(SUPPLIED DATA begins)
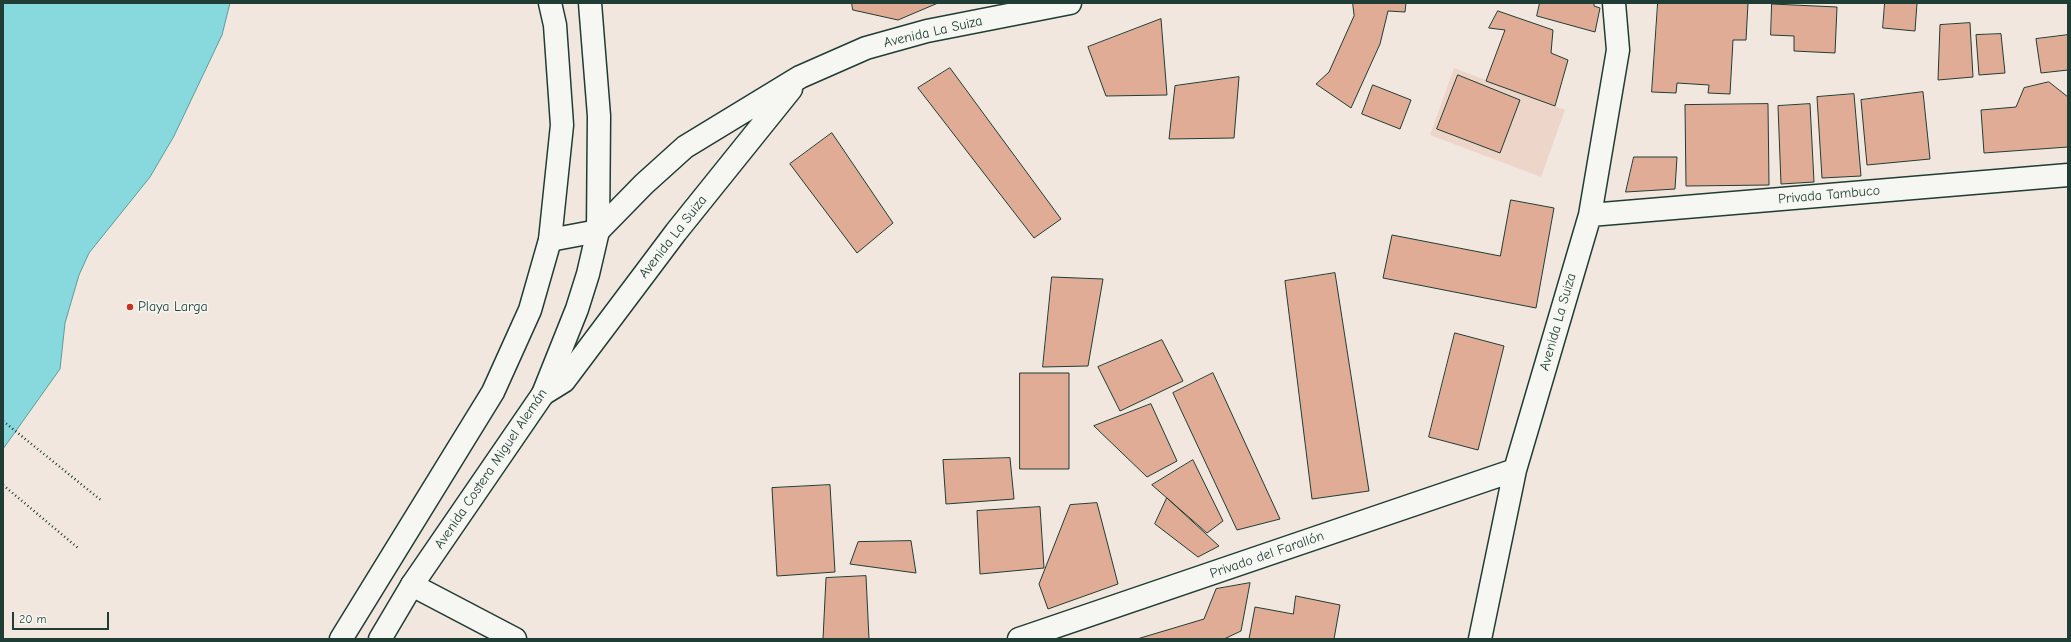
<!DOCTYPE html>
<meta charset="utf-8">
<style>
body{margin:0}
#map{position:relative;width:2071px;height:642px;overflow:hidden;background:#f2e7df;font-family:"Comic Neue",sans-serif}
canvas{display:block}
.frame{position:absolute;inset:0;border:4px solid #1f3d34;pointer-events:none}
.scale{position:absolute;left:12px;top:612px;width:97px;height:18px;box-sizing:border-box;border:2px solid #1f3d34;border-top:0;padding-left:5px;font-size:12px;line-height:14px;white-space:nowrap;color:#1f3d34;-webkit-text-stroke:3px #f6f6f2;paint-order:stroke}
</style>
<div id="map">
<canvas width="2071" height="642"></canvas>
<div class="frame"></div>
<div class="scale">20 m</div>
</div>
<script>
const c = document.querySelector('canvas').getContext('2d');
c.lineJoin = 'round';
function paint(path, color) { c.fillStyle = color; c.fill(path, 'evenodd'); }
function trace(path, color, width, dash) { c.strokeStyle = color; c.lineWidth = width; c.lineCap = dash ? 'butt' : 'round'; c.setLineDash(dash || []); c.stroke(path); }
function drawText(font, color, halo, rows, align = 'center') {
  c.font = font + ' "Comic Neue",sans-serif'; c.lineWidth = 3; c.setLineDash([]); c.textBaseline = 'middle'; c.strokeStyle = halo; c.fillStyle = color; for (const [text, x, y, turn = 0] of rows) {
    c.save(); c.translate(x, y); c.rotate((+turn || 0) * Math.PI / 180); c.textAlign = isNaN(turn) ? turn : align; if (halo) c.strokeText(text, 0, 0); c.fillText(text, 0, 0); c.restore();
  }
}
paint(new Path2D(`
 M1454,68L1565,110L1541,177L1430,135Z`), '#edd5c9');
const water = new Path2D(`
 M3,3H230L222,35L174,136L150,177L89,253L79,275L65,323L60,369L3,449Z`);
paint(water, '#87d9dd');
trace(water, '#5d9b99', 1);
const building = new Path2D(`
 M852,3H938L898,20L853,10Z
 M1353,3H1406L1405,12L1388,11L1380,44L1351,108L1316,84L1329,72L1354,16Z
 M1540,3H1594V6L1600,8L1595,32L1537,16Z
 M1658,3H1748L1746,40H1733L1730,94L1708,93L1709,85L1677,83L1676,93L1652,92Z
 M1885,3H1917L1915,31L1883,28Z
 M1772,4L1837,7L1835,53L1794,51V36L1771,35Z
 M1498,11L1553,30L1551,53L1568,60L1555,106L1486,81L1505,30L1489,28Z
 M1161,19L1167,95L1106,96L1088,47Z
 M1970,23L1973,77L1938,80L1940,25Z
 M2001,34L2005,73L1979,75L1976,35Z
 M2068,35V70L2041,73L2036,39Z
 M950,68L1061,219L1034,238L918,88Z
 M1458,75L1520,100L1500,153L1437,129Z
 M1239,77L1234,138L1169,139L1175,86Z
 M2049,82L2068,97V147L1984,153L1981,110L2016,107L2024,88Z
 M1373,85L1411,100L1400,129L1362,114Z
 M1923,92L1930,159L1867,165L1861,100Z
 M1854,94L1861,176L1822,178L1817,97Z
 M1768,104L1769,185L1686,186L1685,105Z
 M1810,104L1814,182L1781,184L1778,106Z
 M832,133L893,223L857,253L790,164Z
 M1634,157H1677L1675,189L1626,192Z
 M1511,200L1554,208L1536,308L1383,278L1392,235L1500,256Z
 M1335,273L1369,491L1312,499L1285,281Z
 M1052,277L1103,279L1088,366L1043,367Z
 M1455,333L1504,346L1478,450L1429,437Z
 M1162,340L1183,381L1120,411L1098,367Z
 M1020,373H1069V469H1020Z
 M1213,373L1280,519L1237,530L1173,393Z
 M1151,404L1177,461L1147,477L1094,426Z
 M1010,458L1014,499L946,504L943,460Z
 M1193,460L1223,521L1207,533L1152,485Z
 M830,485L835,572L777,576L772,488Z
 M1167,498L1219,546L1198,557L1155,524Z
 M1097,503L1118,584L1048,609L1039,584L1070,505Z
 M1040,507L1044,568L980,574L977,511Z
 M911,541L916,573L850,564L858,542Z
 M866,576L869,639H823L826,578Z
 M1250,583L1241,631L1224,639H1137L1204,619L1216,589Z
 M1296,596L1340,605L1334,639H1249L1255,607L1293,614Z`);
paint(building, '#e0ac95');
trace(building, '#1f3d34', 1);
const minor = new Path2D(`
 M1590,215L2068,175
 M412,585L515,639
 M1019,639L1515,470
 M1480,639L1515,470L1590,215L1618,50L1614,3`);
const tertiary = new Path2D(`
 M550,240L598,231L644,184L685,147L800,77L866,48L927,31L1070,3
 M543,394L564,381L676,232L791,89`);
const primary = new Path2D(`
 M341,639L493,392L530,310L550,240L562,125L555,25L550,3
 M380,639L412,585L543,394L577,309L588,274L598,231L599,116L590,3`);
trace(minor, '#1f3d34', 25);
trace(tertiary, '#1f3d34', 25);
trace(primary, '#1f3d34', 25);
trace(new Path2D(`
 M3,421L102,501
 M3,485L78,548`), '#1f3d34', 2.5, [1, 3]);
trace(minor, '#f6f6f2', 22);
trace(tertiary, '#f6f6f2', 22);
trace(primary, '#f6f6f2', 22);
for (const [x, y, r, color] of [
 [130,307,4,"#c8321e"]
]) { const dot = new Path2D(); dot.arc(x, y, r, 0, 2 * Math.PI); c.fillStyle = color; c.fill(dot); trace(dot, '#f6f6f2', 1.5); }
drawText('14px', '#1f3d34', '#f6f6f2', [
 ["Avenida La Suiza",933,32,-13],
 ["Privada Tambuco",1829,195,-5],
 ["Avenida La Suiza",673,237,-52],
 ["Avenida La Suiza",1558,322,-74],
 ["Avenida Costera Miguel Alemán",491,469,-56],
 ["Privado del Farallón",1267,555,-19]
]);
drawText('14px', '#1f3d34', '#f6f6f2', [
 ["Playa Larga",138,307]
], 'left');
</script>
(SUPPLIED DATA ends)
Please copy every line of the data that carries the string "lineWidth".

function trace(path, color, width, dash) { c.strokeStyle = color; c.lineWidth = width; c.lineCap = dash ? 'butt' : 'round'; c.setLineDash(dash || []); c.stroke(path); }
  c.font = font + ' "Comic Neue",sans-serif'; c.lineWidth = 3; c.setLineDash([]); c.textBaseline = 'middle'; c.strokeStyle = halo; c.fillStyle = color; for (const [text, x, y, turn = 0] of rows) {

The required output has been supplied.